--- Records ---
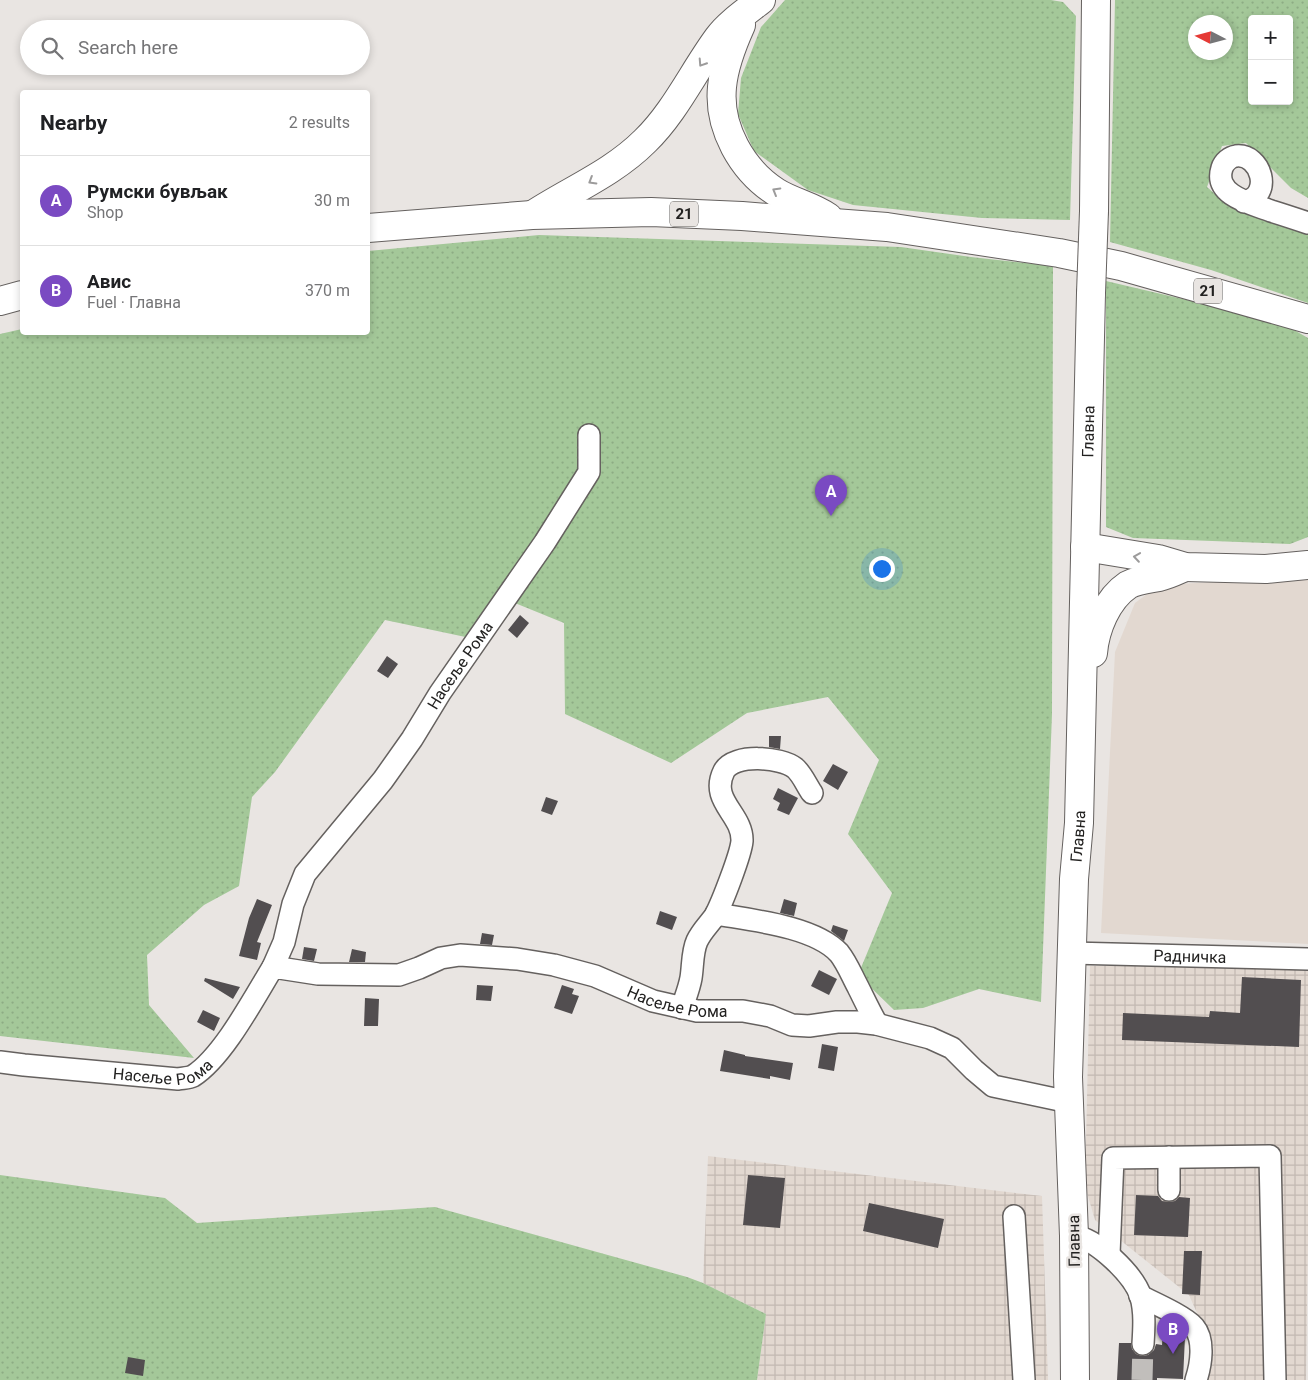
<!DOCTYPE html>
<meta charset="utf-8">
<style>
body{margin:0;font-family:Roboto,sans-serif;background:#f6f6f6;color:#202124}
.controls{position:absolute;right:15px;top:15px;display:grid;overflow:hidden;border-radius:5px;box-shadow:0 2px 8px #0003}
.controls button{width:45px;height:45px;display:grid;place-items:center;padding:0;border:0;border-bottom:1px solid #e0e0e0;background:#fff;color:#202124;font:25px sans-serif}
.compass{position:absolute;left:1188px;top:15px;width:45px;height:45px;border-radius:50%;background:#fff;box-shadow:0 2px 8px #0003;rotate:276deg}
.you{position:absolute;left:881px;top:568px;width:18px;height:18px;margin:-12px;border:4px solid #fff;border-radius:50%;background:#1a73e8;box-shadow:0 0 0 8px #1a73e833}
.badge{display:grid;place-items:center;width:32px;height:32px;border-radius:50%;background:#7a4ac2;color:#fff;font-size:16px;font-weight:700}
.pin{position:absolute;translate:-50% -41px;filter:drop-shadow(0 1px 2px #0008)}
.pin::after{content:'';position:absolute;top:26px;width:18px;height:15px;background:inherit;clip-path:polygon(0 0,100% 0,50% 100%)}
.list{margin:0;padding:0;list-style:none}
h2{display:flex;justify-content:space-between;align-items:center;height:65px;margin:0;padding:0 20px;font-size:21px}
h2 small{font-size:16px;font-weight:400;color:#757577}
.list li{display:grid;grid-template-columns:32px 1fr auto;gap:15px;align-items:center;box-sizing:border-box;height:90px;padding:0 20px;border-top:1px solid #e0e0e0}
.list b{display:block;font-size:19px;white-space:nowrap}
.list p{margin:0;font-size:16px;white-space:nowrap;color:#757577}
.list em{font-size:16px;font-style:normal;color:#757577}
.icon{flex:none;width:28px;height:28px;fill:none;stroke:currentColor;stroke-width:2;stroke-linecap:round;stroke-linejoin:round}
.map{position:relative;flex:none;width:1308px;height:1380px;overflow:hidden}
.search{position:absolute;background:#fff;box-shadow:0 2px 8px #0003;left:20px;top:20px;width:350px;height:55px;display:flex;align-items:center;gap:12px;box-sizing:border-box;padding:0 18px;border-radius:28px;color:#757577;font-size:19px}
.panel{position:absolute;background:#fff;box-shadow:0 2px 8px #0003;left:20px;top:90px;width:350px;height:245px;border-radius:5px}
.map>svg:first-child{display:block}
.built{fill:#e2d8d0}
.industrial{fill:url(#industrial-grid)}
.grass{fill:url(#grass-dots);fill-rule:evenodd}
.building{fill:#524e50}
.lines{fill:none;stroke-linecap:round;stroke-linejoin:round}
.minor-tunnel{stroke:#c1bebb;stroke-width:21;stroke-dasharray:21 11;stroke-linecap:butt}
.minor-casing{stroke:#65615f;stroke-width:24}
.major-casing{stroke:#65615f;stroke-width:30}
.minor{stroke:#fff;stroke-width:21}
.major{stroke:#fff;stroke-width:28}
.major-bridge-casing{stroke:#65615f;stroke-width:30;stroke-linecap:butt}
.major-bridge{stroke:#fff;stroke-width:28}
.oneway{stroke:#9c9b9b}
.labels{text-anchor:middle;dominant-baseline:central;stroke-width:5;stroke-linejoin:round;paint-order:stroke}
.shield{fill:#e9e5e2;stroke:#5e5c5a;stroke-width:1}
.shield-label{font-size:15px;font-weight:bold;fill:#222120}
.street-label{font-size:16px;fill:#222120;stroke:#e9e5e2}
</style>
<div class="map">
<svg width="1308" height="1380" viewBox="0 0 1308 1380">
<defs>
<pattern id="industrial-grid" width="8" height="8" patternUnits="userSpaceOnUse" patternTransform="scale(1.25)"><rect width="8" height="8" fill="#e2d8d0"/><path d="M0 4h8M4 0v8" fill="none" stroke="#c2b9b2"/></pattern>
<pattern id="grass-dots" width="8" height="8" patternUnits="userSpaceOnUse" patternTransform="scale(1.25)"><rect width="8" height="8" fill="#a4c899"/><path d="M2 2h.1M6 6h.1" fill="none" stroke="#8dac84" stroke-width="1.8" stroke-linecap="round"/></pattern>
</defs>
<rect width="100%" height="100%" fill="#e9e5e2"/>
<!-- built -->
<path class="built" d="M 1308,577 L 1308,944 L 1101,933 L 1115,652 L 1135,603 L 1159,585 Z"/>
<!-- industrial -->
<path class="industrial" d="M 1308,965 L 1308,1237 L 1306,1380 L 1201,1380 L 1209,1340 L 1189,1295 L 1095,1220 L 1085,1186 L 1090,966 Z
M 708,1156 L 1042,1196 L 1048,1380 L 757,1380 L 766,1314 L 703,1283 Z"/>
<!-- grass -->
<path class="grass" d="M 785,0 L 1051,0 L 1063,2 L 1076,16 L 1070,220 L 982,218 L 853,205 L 808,190 L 754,151 L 738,114 L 741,78 L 761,27 Z
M 1115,0 L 1308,0 L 1308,198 L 1291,188 L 1246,143 L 1222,146 L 1207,187 L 1223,201 L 1308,233 L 1308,303 L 1211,270 L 1110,242 ZM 1252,19 L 1289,19 L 1289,101 L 1252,101 ZM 1196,22 L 1226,22 L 1226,52 L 1196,52 Z
M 539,235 L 901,247 L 971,257 L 1053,266 L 1052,714 L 1041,1002 L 979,989 L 923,1008 L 894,1010 L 858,975 L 892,893 L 848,834 L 879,760 L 828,697 L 747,713 L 671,763 L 565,714 L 564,623 L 510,601 L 475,639 L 385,620 L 275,772 L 252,797 L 239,886 L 204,905 L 147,955 L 149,1005 L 194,1058 L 0,1036 L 0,334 L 22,329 L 22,332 L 368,332 L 368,251 Z
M 1106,281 L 1280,322 L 1308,338 L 1308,537 L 1290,544 L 1133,538 L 1106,527 Z
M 0,1175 L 165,1198 L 197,1223 L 435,1207 L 687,1277 L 703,1283 L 766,1314 L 757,1380 L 0,1380 Z"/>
<!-- building -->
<path class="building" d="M 520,615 L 529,623 L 517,638 L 508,630 Z
M 387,656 L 398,664 L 388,678 L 377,671 Z
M 769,736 L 781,736 L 780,749 L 769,747 Z
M 833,764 L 848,772 L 838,790 L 823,781 Z
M 778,788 L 798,798 L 789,815 L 777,810 L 780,803 L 773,799 Z
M 546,797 L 558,801 L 552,815 L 541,811 Z
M 257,899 L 272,905 L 257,942 L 261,943 L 257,960 L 239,956 L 249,918 Z
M 784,899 L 797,903 L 794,916 L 780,913 Z
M 660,911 L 677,917 L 672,930 L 656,924 Z
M 833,925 L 848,930 L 844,941 L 831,931 Z
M 482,933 L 494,935 L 492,945 L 480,944 Z
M 304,947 L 317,949 L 314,961 L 302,959 Z
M 352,949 L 366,952 L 365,962 L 349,962 Z
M 819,970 L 837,979 L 829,995 L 811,986 Z
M 1242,977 L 1301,980 L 1299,1047 L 1122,1040 L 1123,1013 L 1209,1017 L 1210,1011 L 1240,1013 Z
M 205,978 L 240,987 L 233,999 L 204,981 Z
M 477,985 L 493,986 L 491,1001 L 476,1000 Z
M 562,985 L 574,989 L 572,994 L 579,996 L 572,1014 L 554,1008 Z
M 365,998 L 379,999 L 378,1026 L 364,1026 Z
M 203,1010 L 220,1018 L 214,1031 L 197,1022 Z
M 822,1044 L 838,1047 L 834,1071 L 818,1068 Z
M 724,1050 L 745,1055 L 745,1056 L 793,1063 L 790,1080 L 770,1076 L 770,1079 L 720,1071 Z
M 748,1175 L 785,1178 L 780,1228 L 743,1225 Z
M 1136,1195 L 1158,1196 L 1162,1201 L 1169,1202 L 1175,1201 L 1179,1197 L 1190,1198 L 1188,1237 L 1134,1235 Z
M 869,1203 L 944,1219 L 938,1248 L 863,1231 Z
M 1184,1251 L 1202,1251 L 1200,1295 L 1182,1294 Z
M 1163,1330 L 1179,1330 L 1185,1337 L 1183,1379 L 1157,1378 L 1157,1380 L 1117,1380 L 1119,1343 L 1131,1343 L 1132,1349 L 1136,1354 L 1142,1356 L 1148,1355 L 1154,1350 L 1156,1344 L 1162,1345 Z
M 128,1357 L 145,1360 L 143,1376 L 125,1373 Z"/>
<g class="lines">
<!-- minor-tunnel -->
<path class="minor-tunnel" d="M 1142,1380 L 1143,1344"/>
<defs>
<g id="minor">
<path d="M 1244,202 C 1274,196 1261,153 1236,156 C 1230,157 1224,162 1222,168 C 1213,196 1253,204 1271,211 C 1284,215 1296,219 1308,223"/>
<path d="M 716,914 C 750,920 814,926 839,953 C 847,963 852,976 858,987 C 864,999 870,1012 877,1024"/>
<path id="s1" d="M 1071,953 L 1308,959"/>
<path id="s2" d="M 273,967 L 284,942 L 293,904 L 305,874 L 383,780 L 412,739 L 440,693 L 545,542 L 589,472 L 589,435"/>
<path d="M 682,1008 C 685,998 689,989 691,978 C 693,966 692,952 697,941 C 701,932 709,924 715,916 C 722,903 741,854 742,841 C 743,814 709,801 724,771 C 734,753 781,757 795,768 C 802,774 807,786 812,793"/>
<path id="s3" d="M 0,1062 L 24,1065 L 178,1079 C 183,1078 189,1078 193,1076 C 223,1057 254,998 273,967 L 318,974 L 399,975 L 419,968 L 441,958 L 460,955 L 517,959 L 554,965 L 595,976 L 653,1001 L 697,1011 L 743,1011 L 770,1016 L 792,1025 L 809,1026 L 837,1022 L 858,1022 L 876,1024 L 930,1038 L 952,1048 L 974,1070 L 993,1086 L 1069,1102"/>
<path d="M 1169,1190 L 1169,1157"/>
<path d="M 1014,1216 L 1024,1380"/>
<path d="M 1074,1236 C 1097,1239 1134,1275 1141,1297 C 1145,1312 1144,1328 1143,1344"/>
<path d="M 1109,1254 L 1113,1158 L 1270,1156 L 1275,1380"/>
<path d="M 1140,1296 C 1154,1303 1184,1316 1194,1327 C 1205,1340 1201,1365 1196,1380"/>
</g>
<g id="major">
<path d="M 741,25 C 732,45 724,65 722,87 C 718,128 742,170 776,192 C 792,202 812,206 828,217"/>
<path d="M 1094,211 L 1096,0"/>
<path d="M 534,214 C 571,190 613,173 645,141 C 675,112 693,72 718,38 C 728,24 747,11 761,0"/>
<path d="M 368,228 L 532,215 L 651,212 L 742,216 L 887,227 L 1059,253 L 1121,266 L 1308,319"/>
<path d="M 0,301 L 22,295"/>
<path d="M 1085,547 L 1158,559 L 1185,567 L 1266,569 L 1308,565"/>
<path d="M 1093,653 C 1095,629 1107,599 1128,585 C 1137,580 1149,579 1159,577 C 1168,575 1176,571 1185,567"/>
<path id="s4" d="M 1075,1380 L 1074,1236 L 1068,1077 L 1074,879 L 1079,823 L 1091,293"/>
</g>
</defs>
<!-- minor casing -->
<use href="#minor" class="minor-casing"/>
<!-- major casing -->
<use href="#major" class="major-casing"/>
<!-- minor -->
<use href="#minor" class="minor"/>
<!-- major -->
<use href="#major" class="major"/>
<defs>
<path id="major-bridge" d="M 1091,293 L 1094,211"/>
</defs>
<!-- major-bridge casing -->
<use href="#major-bridge" class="major-bridge-casing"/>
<!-- major-bridge -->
<use href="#major-bridge" class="major-bridge"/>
</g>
<!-- one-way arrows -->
<defs><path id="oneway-chevron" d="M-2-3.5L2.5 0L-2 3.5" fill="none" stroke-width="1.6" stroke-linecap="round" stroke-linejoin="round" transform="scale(1.25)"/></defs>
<g class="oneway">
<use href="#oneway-chevron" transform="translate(702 63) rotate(123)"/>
<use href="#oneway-chevron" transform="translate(592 181) rotate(149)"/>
<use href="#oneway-chevron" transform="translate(776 191) rotate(-150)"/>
<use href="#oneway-chevron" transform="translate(1137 557) rotate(-172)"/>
</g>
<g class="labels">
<!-- shield labels -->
<g class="shield">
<rect x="670" y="201.5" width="28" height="25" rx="4"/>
<rect x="1194" y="278.5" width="28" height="25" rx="4"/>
</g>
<g class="shield-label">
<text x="684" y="214">21</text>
<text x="1208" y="291">21</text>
</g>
<!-- street labels -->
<g class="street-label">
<text stroke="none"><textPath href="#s4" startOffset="949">Главна</textPath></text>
<text stroke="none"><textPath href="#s2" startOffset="359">Насеље Рома</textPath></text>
<text stroke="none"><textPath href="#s4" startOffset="544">Главна</textPath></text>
<text stroke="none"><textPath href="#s1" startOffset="119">Радничка</textPath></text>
<text stroke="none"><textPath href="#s3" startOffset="746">Насеље Рома</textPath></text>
<text stroke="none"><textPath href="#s3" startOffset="165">Насеље Рома</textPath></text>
<text transform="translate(1074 1241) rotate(-91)">Главна</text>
</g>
</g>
</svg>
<div class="controls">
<button>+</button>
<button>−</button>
</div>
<svg class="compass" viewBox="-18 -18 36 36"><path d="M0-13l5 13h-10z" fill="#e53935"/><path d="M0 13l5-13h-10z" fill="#757577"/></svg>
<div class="you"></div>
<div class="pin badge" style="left:831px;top:516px">A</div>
<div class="pin badge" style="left:1173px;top:1354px">B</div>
<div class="search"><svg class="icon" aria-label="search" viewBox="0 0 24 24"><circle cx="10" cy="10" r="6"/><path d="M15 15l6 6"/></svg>Search here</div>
<section class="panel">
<h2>Nearby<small>2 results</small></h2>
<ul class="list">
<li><span class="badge">A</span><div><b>Румски бувљак</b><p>Shop</p></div><em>30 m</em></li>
<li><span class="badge">B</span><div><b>Авис</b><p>Fuel · Главна</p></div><em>370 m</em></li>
</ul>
</section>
</div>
---
(Task directions):
When a line in the data contains the string "compass", copy that line.

(Solution for this problem):
.compass{position:absolute;left:1188px;top:15px;width:45px;height:45px;border-radius:50%;background:#fff;box-shadow:0 2px 8px #0003;rotate:276deg}
<svg class="compass" viewBox="-18 -18 36 36"><path d="M0-13l5 13h-10z" fill="#e53935"/><path d="M0 13l5-13h-10z" fill="#757577"/></svg>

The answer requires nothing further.